_WHAT TO WORK ON_
Print the data below verbatim, minus images.

_GIVEN MATERIAL_
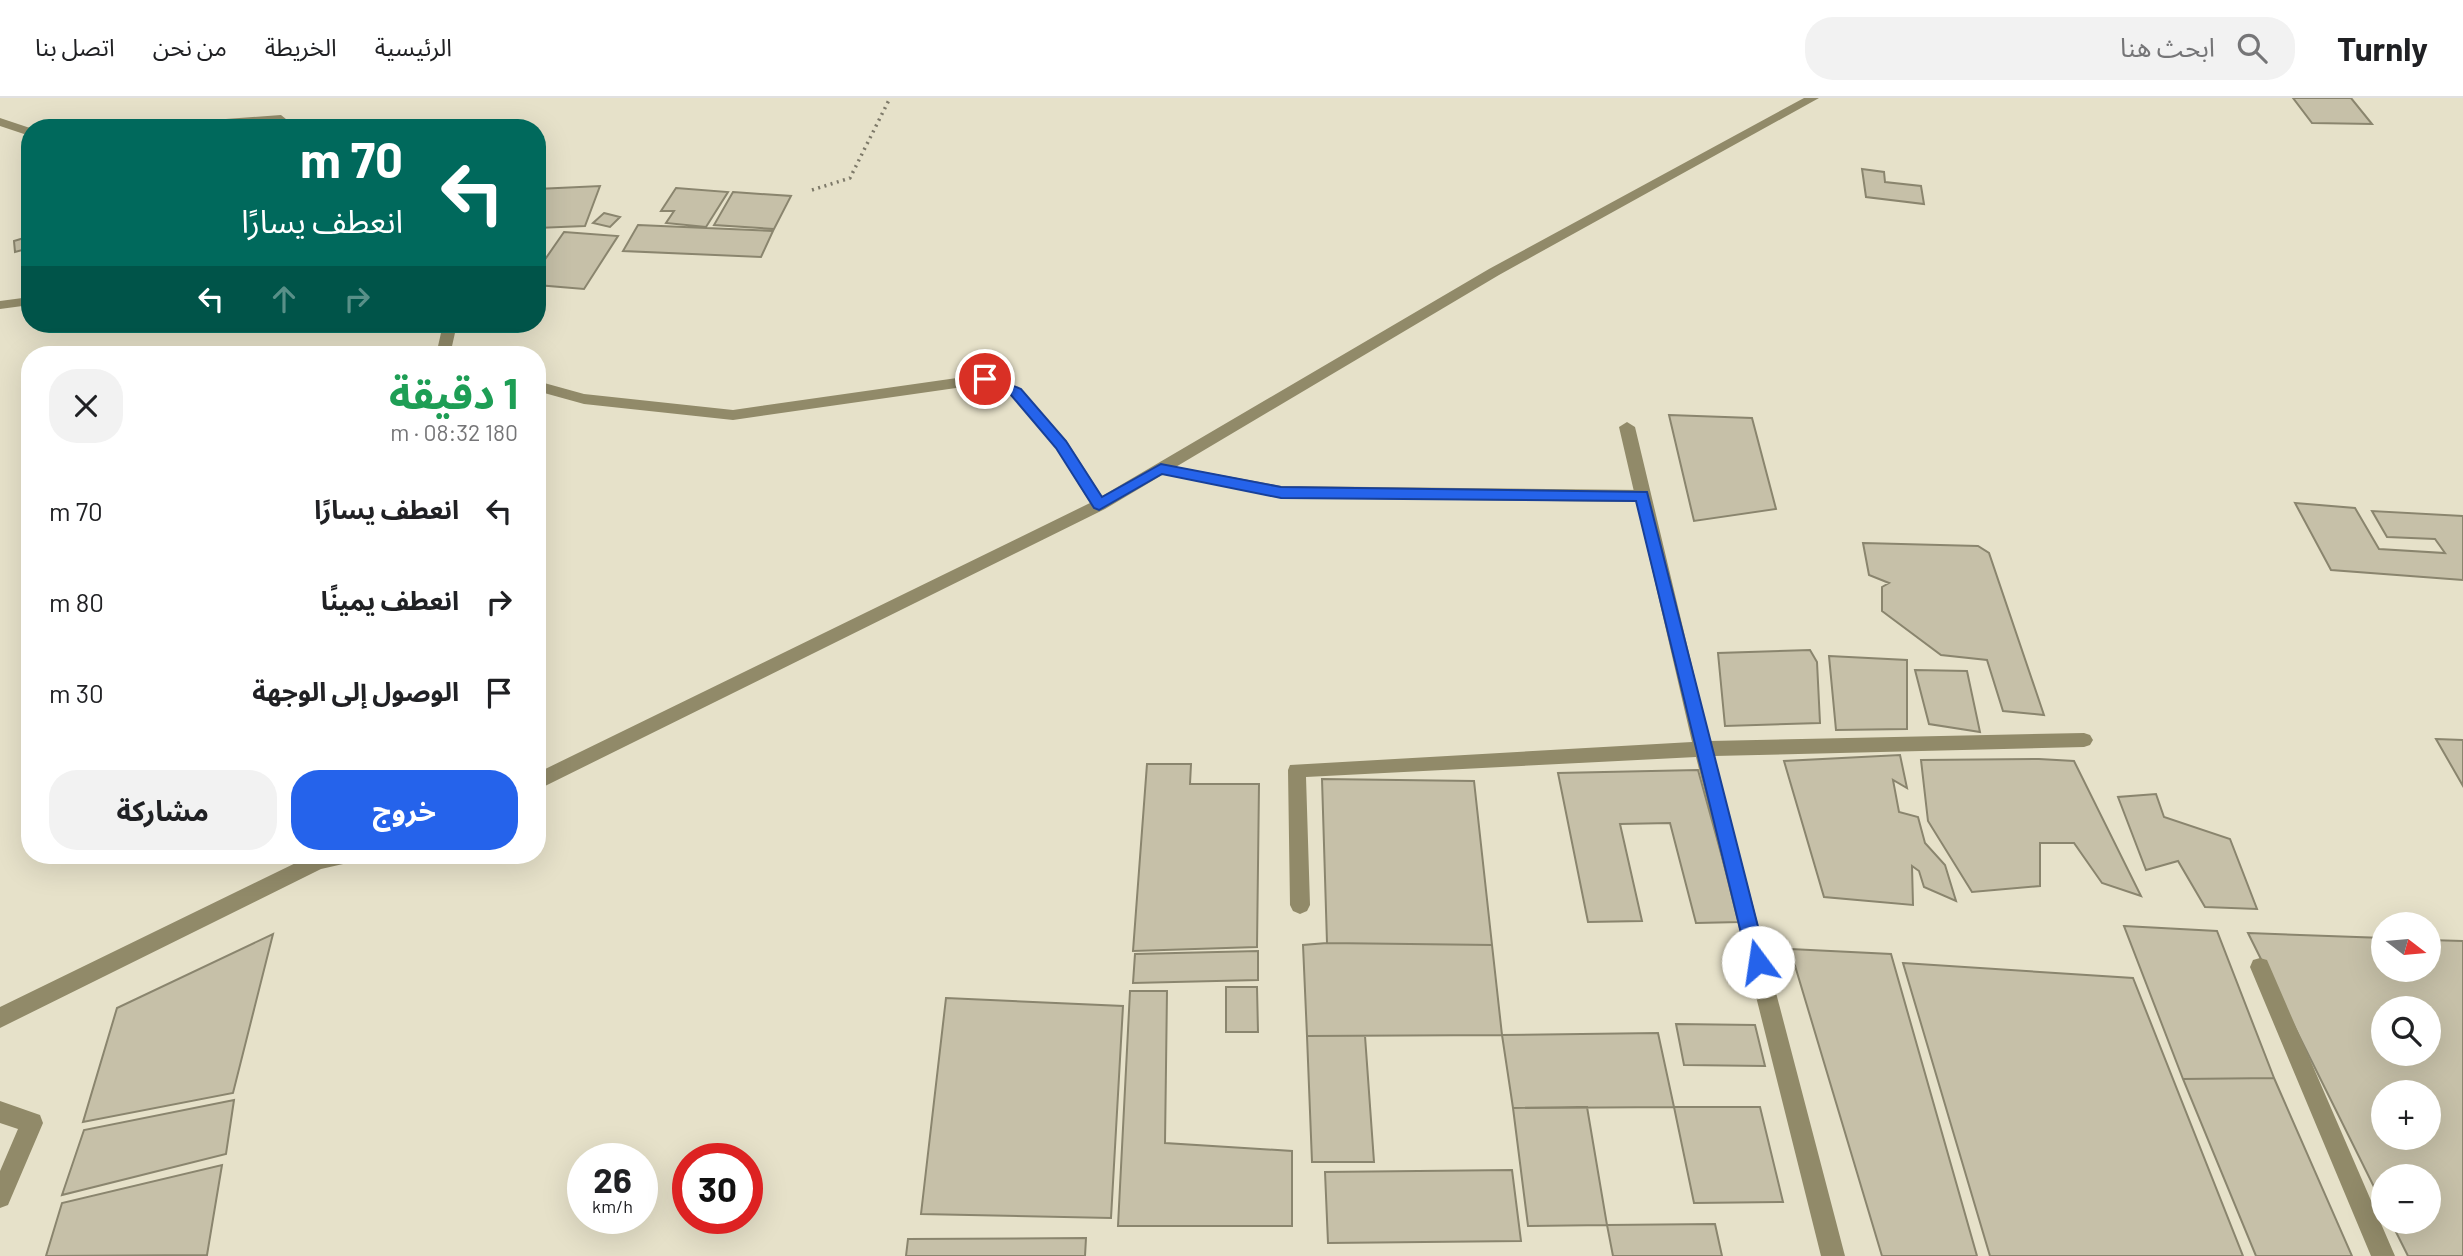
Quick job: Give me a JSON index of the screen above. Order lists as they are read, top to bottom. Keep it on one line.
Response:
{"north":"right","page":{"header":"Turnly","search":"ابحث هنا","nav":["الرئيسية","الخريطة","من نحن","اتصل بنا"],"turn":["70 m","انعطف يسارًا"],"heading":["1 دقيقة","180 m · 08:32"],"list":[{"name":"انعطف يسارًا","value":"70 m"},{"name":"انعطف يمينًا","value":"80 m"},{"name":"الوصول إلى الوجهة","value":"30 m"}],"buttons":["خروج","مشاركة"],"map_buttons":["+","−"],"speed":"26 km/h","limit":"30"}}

_ANSWER TO THIS PROBLEM_
Quick job: Give me a JSON index of the screen above. Order lists as they are read, top to bottom. Keep it on one line.
Response:
{"north":"right","page":{"header":"Turnly","search":"ابحث هنا","nav":["الرئيسية","الخريطة","من نحن","اتصل بنا"],"turn":["70 m","انعطف يسارًا"],"heading":["1 دقيقة","180 m · 08:32"],"list":[{"name":"انعطف يسارًا","value":"70 m"},{"name":"انعطف يمينًا","value":"80 m"},{"name":"الوصول إلى الوجهة","value":"30 m"}],"buttons":["خروج","مشاركة"],"map_buttons":["+","−"],"speed":"26 km/h","limit":"30"}}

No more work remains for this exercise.